INTEREST OF INFORMED PERSONS IN MATERIAL TRANSACTIONS
Related Party Transaction Policy
The Company has not adopted a related party transaction policy.
Transactions with Related Persons
Since the beginning of the last fiscal year there have been none and there are no currently proposed transactions, other than as described below, in which the Company was or is to be a participant and the amount involved exceeds $120,000, and in which any related person had or will have a direct or indirect material interest.
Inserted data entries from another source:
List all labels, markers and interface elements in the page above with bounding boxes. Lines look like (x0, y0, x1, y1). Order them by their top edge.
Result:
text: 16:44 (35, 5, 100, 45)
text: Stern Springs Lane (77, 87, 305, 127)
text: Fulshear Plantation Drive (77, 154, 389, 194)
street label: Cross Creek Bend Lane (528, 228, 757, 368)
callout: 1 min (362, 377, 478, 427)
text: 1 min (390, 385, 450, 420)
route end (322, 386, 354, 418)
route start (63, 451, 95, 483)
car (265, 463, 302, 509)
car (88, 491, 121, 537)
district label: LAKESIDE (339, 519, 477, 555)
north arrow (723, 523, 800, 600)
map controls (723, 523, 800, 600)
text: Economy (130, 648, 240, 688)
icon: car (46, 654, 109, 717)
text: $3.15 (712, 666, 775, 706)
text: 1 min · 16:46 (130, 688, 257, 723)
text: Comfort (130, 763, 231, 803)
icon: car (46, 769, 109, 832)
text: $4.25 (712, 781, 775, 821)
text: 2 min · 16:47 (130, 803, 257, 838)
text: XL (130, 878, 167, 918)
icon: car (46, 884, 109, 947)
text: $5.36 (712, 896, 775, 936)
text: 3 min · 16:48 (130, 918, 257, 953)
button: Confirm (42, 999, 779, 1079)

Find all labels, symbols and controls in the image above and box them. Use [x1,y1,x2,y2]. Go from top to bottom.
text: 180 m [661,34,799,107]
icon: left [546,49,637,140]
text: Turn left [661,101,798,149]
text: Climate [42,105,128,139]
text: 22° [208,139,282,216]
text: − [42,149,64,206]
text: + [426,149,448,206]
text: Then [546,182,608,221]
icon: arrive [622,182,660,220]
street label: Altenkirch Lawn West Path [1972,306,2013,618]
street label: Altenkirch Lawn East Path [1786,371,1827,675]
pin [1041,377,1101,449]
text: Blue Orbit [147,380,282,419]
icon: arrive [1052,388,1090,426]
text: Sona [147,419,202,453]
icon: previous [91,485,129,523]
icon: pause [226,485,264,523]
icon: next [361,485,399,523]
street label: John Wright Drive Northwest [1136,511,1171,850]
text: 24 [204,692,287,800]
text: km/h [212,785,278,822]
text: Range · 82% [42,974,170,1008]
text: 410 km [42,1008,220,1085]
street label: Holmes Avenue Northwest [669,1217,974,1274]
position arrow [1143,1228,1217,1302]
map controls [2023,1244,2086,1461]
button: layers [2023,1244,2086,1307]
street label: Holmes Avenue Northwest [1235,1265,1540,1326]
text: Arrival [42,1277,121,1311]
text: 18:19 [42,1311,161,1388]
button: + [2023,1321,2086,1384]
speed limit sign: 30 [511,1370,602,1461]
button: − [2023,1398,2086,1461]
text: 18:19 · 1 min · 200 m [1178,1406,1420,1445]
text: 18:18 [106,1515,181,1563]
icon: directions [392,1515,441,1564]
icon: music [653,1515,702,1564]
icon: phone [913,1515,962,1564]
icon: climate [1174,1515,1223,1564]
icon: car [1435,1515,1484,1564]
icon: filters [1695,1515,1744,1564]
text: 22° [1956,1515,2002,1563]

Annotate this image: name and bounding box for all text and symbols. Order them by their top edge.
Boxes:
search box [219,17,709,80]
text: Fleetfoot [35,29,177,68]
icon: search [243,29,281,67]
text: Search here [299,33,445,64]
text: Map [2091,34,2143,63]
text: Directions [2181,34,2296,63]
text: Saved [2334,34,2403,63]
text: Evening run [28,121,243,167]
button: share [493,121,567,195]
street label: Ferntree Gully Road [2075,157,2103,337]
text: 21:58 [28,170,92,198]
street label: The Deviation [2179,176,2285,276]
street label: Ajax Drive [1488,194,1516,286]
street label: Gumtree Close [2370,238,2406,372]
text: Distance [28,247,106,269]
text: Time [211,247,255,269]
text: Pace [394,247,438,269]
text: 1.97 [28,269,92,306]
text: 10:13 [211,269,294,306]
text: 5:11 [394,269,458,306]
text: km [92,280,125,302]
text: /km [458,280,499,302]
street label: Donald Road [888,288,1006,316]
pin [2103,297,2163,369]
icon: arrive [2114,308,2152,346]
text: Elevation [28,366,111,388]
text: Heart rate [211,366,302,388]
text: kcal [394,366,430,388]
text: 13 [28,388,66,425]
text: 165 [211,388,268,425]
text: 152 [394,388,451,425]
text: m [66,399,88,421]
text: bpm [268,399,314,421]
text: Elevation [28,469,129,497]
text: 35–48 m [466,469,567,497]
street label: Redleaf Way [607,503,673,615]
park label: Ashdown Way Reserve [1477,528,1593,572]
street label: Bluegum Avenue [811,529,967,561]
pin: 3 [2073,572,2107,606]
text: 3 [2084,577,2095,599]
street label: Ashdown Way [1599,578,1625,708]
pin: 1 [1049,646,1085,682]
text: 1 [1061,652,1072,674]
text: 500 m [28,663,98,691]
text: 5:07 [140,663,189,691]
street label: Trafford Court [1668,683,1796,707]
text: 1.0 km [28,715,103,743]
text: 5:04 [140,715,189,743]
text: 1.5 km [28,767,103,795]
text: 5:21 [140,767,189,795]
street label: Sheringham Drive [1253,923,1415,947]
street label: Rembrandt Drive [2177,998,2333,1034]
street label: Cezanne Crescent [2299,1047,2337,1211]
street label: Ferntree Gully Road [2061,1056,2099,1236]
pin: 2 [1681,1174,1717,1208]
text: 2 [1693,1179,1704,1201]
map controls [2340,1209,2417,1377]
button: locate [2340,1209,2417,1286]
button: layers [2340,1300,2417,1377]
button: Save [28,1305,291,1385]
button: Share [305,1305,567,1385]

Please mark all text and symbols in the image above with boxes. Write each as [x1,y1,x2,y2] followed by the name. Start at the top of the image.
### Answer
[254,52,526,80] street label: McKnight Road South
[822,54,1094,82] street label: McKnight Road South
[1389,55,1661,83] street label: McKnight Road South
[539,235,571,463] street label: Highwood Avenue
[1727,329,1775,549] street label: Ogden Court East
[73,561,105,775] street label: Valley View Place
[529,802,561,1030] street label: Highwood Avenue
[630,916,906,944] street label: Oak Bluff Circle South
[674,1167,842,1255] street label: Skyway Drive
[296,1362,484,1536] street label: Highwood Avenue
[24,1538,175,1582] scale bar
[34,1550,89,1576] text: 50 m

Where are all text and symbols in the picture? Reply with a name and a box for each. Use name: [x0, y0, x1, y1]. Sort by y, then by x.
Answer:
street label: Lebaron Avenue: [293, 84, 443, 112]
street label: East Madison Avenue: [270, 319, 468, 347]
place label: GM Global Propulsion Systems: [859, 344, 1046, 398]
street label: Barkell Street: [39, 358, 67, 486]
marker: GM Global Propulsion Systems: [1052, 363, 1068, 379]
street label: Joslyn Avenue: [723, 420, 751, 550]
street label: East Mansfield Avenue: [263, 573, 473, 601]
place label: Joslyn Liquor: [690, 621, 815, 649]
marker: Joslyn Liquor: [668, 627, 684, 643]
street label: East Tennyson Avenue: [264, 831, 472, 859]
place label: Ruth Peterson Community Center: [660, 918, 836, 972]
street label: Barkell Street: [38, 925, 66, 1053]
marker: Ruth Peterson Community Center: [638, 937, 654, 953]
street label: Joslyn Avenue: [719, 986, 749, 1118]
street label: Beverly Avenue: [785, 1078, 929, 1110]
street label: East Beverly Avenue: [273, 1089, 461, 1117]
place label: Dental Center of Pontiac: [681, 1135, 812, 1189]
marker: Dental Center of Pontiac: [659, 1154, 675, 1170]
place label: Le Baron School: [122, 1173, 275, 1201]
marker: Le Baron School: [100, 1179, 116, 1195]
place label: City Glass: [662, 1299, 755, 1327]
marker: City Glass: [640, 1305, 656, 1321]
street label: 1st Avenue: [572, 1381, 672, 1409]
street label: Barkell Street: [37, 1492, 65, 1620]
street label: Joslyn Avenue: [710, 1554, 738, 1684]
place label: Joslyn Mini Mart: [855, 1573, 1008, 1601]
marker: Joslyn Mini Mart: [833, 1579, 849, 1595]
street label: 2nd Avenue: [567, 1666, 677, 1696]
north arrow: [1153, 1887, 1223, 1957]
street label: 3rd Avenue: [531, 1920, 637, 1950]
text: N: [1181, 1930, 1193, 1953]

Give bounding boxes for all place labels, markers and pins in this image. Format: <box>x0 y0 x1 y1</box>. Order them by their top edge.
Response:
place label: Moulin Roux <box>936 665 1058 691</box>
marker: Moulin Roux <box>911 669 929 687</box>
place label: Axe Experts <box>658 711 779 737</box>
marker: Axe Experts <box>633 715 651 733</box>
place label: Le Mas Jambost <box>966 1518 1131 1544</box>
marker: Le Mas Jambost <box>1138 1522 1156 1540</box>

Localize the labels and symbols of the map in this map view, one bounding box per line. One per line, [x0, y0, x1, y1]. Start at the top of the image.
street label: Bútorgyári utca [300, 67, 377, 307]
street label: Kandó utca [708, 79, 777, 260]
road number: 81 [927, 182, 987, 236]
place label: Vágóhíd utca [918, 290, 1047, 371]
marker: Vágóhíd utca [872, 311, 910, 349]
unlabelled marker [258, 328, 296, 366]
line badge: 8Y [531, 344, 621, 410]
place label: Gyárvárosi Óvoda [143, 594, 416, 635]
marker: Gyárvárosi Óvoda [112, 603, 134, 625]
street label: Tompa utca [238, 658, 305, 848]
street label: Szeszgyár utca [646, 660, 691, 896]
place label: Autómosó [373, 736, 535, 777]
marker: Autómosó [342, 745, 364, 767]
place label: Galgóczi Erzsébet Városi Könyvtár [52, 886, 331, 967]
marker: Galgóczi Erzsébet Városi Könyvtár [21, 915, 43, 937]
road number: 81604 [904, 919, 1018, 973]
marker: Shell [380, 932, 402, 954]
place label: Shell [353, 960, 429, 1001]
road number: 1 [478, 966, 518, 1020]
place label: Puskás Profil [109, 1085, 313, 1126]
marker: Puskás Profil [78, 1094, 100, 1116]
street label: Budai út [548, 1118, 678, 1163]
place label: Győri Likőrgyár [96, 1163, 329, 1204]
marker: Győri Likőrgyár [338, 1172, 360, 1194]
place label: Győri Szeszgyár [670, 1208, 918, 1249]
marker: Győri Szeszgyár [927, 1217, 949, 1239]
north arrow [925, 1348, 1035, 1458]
For the quarter ended September 30, 2021, the Company had anticipatorily accrued $68,000,000 for potential share issuances and cash payments for purposes of acquisition and settlement of pre-existing relationships, inclusive of prospective acquisition costs relating to third-party entities and other litigation costs. On April 18, 2022, in connection with the accrual, the Company issued 18,755,082 common shares and on April 18, 2022 and April 24, 2022 paid approximately $26,000,000 to acquire, by merger, VentureForth Holdings, LLC, which is the owner of VentureForth LLC (“VentureForth”). The Company previously had a management services agreement with VentureForth. In further connection with the accrual, the shares issued, and amounts paid also amicably resolved, with no admissions of liability and in exchange for releases, certain direct, indirect, derivative and indemnification claims relating to a confidential arbitration to which VentureForth, a separate subsidiary of the Company and certain members of the Company’s management team were respondent parties (the “VentureForth Matter”). With respect to the VentureForth Matter, on April 24, 2022, the Company entered into an agreement containing customary terms and conditions, which agreement was negotiated at arm’s length with independent counsel representing the parties, with Michael Abbott, Executive Chairman and Director of the Company, and Nicholas Vita, Chief Executive Officer and Director of the Company, pursuant to which the Company paid $1,654,625 to Mr. Abbott and $976,000 to Mr. Vita to address claims, interests and rights held by Mr. Abbott and Mr. Vita relating to the VentureForth Matter.